On 28 June 2011, the Indonesian Government brought into force Law No. 7 of 2011 ("Currency Law").

The Currency Law contains a general requirement that Indonesian Rupiah is used to settle financial obligations and other payment transactions taking place in Indonesia, unless certain limited exemptions apply. The Currency Law seeks to promote the use of Indonesian Rupiah in domestic transactions conducted in Indonesia.

Use of Rupiah

Article 21(1) of the Currency Law provides that Rupiah must be used for:

  • each transaction involving payment;
  • settlement of other financial obligations; and/or
  • other financial transactions,

in each case conducted within Indonesia.

In our view, the Currency Law will apply retrospectively to all transactions entered into before, but where payment is settled after, its entry into force on 28 June 2011.

Criminal sanctions

Significantly, failure to comply with this requirement is expressed to attract criminal sanctions of up to 1 year imprisonment and a fine of Rp 200 million (c. USD 23,000) for individuals, and a fine of up to Rp 267 million (c. USD 31,000) for corporate offenders, as well as the prospect of annulment of business licences and seizure of assets. Where corporate offenders do not pay the fine, the Courts are empowered to order confiscation of assets of the corporation or its management. This potential criminal sanction for non-compliance is in contrast with the legislative requirement that Bahasa Indonesia be used for agreements with Indonesian parties, where there is no sanction specified for breach of that requirement.


There are certain broadly worded exemptions to this general requirement namely:

  • transactions relating to the implementation of state budget;
  • the receipt or grant of overseas grants ("hibah");
  • international trade transactions;
  • bank deposits denominated in foreign currencies; and
  • international financing transactions.

However, the Currency Law is silent as to the exact scope of these exemptions. Therefore, it is at present difficult to say with precision how the concept of "international trade transactions" or "international financing transactions" will be applied in practice. Under the "international trade transactions" exemption, a payment made by or to an overseas company may be exempted from the requirement that it be made in Rupiah, but may not be exempted if conducted through an Indonesian subsidiary of that overseas company. Similarly, under the "international financing transactions" exemption, a loan paid by an Indonesian company to an Indonesian subsidiary of an international bank may not fall within the exemption. Given the broad wording used in the legislation for these criminal offences – pending the issue of implementing regulations (expected by 28 June 2012) – it is advisable to consider each transaction carefully to determine whether they can be said to be "international" in nature. The broad description of these exemptions does, however, help in arguing that cross-border payments out of Indonesia for trade or financing purposes should be exempted.

Acceptance of Rupiah

Furthermore, Article 23 of the Currency Law prohibits anyone from refusing to accept a Rupiah payment where such payment relates to the payment or settlement of a Rupiah obligation and/or other financial transactions that take place within Indonesia, unless:

  • there is any doubt as to the authenticity of the Rupiah; or
  • the relevant parties have agreed in writing to make such payment or settle the obligation in a foreign currency.

The wording in Article 23 – read literally – suggests that a payee can refuse payment in Rupiah if there is a prior written agreement that such payment can be made in a foreign currency, even if the transaction is conducted in Indonesia.

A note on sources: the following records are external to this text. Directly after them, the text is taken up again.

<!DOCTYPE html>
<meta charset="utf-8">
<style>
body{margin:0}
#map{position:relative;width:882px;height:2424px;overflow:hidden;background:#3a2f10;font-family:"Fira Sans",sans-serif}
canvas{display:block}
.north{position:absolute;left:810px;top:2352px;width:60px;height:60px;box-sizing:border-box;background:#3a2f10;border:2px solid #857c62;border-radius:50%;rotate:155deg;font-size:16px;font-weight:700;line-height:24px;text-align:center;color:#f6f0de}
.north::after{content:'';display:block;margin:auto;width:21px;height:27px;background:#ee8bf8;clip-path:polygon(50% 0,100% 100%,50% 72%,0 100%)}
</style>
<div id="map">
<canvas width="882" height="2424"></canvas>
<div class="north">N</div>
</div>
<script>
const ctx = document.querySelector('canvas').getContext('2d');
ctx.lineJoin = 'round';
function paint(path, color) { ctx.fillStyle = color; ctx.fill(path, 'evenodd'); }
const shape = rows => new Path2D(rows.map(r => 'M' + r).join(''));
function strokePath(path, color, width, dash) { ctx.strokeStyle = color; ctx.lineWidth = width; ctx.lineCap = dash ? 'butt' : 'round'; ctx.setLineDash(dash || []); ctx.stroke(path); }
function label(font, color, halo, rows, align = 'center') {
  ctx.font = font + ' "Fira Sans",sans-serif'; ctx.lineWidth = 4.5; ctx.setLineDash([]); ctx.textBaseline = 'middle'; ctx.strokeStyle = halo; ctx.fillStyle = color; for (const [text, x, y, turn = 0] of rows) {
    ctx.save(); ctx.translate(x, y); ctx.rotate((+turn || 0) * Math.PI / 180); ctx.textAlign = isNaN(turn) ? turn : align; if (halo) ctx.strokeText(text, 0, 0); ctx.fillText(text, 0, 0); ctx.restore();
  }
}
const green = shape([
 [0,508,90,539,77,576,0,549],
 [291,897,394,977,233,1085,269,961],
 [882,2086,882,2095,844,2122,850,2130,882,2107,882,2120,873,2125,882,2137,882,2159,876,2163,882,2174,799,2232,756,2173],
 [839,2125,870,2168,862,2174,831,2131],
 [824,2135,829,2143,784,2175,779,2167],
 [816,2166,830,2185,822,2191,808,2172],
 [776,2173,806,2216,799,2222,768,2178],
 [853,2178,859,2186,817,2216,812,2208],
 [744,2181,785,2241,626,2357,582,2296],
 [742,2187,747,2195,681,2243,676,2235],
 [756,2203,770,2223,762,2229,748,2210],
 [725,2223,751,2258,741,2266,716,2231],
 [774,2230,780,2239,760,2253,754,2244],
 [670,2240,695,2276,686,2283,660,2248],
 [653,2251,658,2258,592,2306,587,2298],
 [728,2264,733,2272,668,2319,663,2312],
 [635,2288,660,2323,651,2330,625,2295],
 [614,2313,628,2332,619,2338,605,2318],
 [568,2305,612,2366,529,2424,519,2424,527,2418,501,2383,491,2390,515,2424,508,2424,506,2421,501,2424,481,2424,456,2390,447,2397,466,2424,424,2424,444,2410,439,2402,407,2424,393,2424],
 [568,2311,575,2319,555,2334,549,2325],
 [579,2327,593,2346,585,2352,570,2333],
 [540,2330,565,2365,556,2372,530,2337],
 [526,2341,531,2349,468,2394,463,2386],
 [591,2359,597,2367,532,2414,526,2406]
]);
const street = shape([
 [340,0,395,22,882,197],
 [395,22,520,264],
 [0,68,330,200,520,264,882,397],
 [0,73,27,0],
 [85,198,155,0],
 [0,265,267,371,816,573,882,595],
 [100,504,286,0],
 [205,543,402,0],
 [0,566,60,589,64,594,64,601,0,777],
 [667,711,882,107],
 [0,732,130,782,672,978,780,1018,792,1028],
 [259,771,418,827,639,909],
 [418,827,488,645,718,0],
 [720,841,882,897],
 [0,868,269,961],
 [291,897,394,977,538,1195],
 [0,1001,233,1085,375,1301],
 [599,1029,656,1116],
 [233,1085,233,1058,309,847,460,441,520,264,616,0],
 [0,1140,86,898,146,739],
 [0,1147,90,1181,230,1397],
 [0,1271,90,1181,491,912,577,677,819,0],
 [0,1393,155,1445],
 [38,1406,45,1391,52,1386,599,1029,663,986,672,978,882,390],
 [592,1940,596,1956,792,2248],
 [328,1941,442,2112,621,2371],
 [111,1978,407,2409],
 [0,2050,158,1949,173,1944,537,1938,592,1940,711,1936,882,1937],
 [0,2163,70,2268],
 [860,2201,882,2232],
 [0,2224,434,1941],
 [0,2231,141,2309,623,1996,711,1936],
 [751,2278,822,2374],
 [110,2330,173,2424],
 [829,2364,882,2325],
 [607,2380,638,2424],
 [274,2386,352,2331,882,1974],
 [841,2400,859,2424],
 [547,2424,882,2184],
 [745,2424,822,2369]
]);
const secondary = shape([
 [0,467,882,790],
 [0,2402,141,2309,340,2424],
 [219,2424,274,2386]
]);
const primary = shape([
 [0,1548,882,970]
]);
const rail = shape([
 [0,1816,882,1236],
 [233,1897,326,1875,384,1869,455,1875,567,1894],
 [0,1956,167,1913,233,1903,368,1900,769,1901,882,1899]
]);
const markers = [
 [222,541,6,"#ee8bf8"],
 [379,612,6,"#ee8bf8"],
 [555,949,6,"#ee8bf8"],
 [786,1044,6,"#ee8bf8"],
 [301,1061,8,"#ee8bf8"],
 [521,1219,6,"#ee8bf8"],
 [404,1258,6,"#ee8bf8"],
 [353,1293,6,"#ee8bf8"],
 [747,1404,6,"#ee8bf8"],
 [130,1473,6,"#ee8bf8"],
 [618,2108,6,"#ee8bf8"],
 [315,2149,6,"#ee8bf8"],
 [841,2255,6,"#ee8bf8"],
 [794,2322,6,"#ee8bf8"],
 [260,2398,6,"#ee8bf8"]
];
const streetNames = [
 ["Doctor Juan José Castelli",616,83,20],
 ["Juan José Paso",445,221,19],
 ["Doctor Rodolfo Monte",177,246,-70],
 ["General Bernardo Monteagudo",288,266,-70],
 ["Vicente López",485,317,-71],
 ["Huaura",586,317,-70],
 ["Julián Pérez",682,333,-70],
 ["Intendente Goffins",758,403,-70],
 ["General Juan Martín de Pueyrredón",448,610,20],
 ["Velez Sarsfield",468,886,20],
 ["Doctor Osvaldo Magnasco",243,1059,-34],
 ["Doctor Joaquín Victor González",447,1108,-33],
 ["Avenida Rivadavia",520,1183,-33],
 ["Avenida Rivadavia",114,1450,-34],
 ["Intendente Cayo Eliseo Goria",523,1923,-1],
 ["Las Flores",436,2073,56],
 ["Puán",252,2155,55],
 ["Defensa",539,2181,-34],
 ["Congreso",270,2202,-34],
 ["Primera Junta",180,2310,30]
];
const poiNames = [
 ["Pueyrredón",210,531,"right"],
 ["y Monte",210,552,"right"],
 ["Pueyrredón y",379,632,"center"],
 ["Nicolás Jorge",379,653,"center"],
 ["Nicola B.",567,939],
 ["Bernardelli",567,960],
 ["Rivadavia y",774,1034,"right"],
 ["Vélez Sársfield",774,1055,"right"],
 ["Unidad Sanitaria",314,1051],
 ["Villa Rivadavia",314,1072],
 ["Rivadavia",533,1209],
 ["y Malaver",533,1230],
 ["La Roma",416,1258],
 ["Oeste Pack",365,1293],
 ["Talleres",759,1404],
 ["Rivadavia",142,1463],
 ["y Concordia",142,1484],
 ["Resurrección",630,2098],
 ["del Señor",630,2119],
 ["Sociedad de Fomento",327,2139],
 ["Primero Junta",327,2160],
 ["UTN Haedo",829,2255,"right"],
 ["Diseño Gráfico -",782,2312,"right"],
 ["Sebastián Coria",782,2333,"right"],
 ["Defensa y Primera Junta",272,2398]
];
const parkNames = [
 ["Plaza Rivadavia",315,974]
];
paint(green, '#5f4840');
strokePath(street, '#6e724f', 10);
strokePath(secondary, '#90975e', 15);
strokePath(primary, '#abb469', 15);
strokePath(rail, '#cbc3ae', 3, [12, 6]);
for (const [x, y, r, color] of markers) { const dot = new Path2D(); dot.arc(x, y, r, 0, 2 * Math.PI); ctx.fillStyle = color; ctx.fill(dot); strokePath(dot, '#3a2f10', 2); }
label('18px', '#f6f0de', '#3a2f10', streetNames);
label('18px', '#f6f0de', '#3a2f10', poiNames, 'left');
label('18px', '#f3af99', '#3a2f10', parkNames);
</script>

In its broadest sense, this provision might be read as supporting an argument that parties can "contract out" of the general requirement to use Rupiah for domestic Indonesian transactions by implication, even if the transactions do not fall within the exemptions in Article 21. Given the fact that this broad interpretation may defeat the purpose of promoting the use of Rupiah in domestic transactions, it remains to be seen whether a more restrictive view may be adopted by the authorities. There is also a fairly strong argument that, by its terms, the "contracting out" exemption only applies to the basic prohibition in Article 23.


Implementing regulations providing further details are required to be issued by 28 June 2012. In the meantime, there remains a high degree of uncertainty as to the implications of the Currency Law.

Importantly, it should also be noted that other Bank Indonesia regulations in fact prohibit the payment of Rupiah to parties outside Indonesia in almost all cases. This inconsistency with the general principle in the Currency Law has not been catered for in the Currency Law.

In order to comply with the Currency Law as it now stands, existing contracts should be reviewed and, where the currency of payment (other than Rupiah) has not been previously agreed in writing, a new provision may have to be incorporated expressly to provide for payment in the desired non-Rupiah currency. For new transactions, companies should also consider ways in which the international flavour of the transaction can be enhanced, including:

  • executing contracts and settling payment obligations outside of Indonesia;
  • making sure contracts are not governed by Indonesian law; and
  • making sure one or more parties to the transaction are non-Indonesian entities.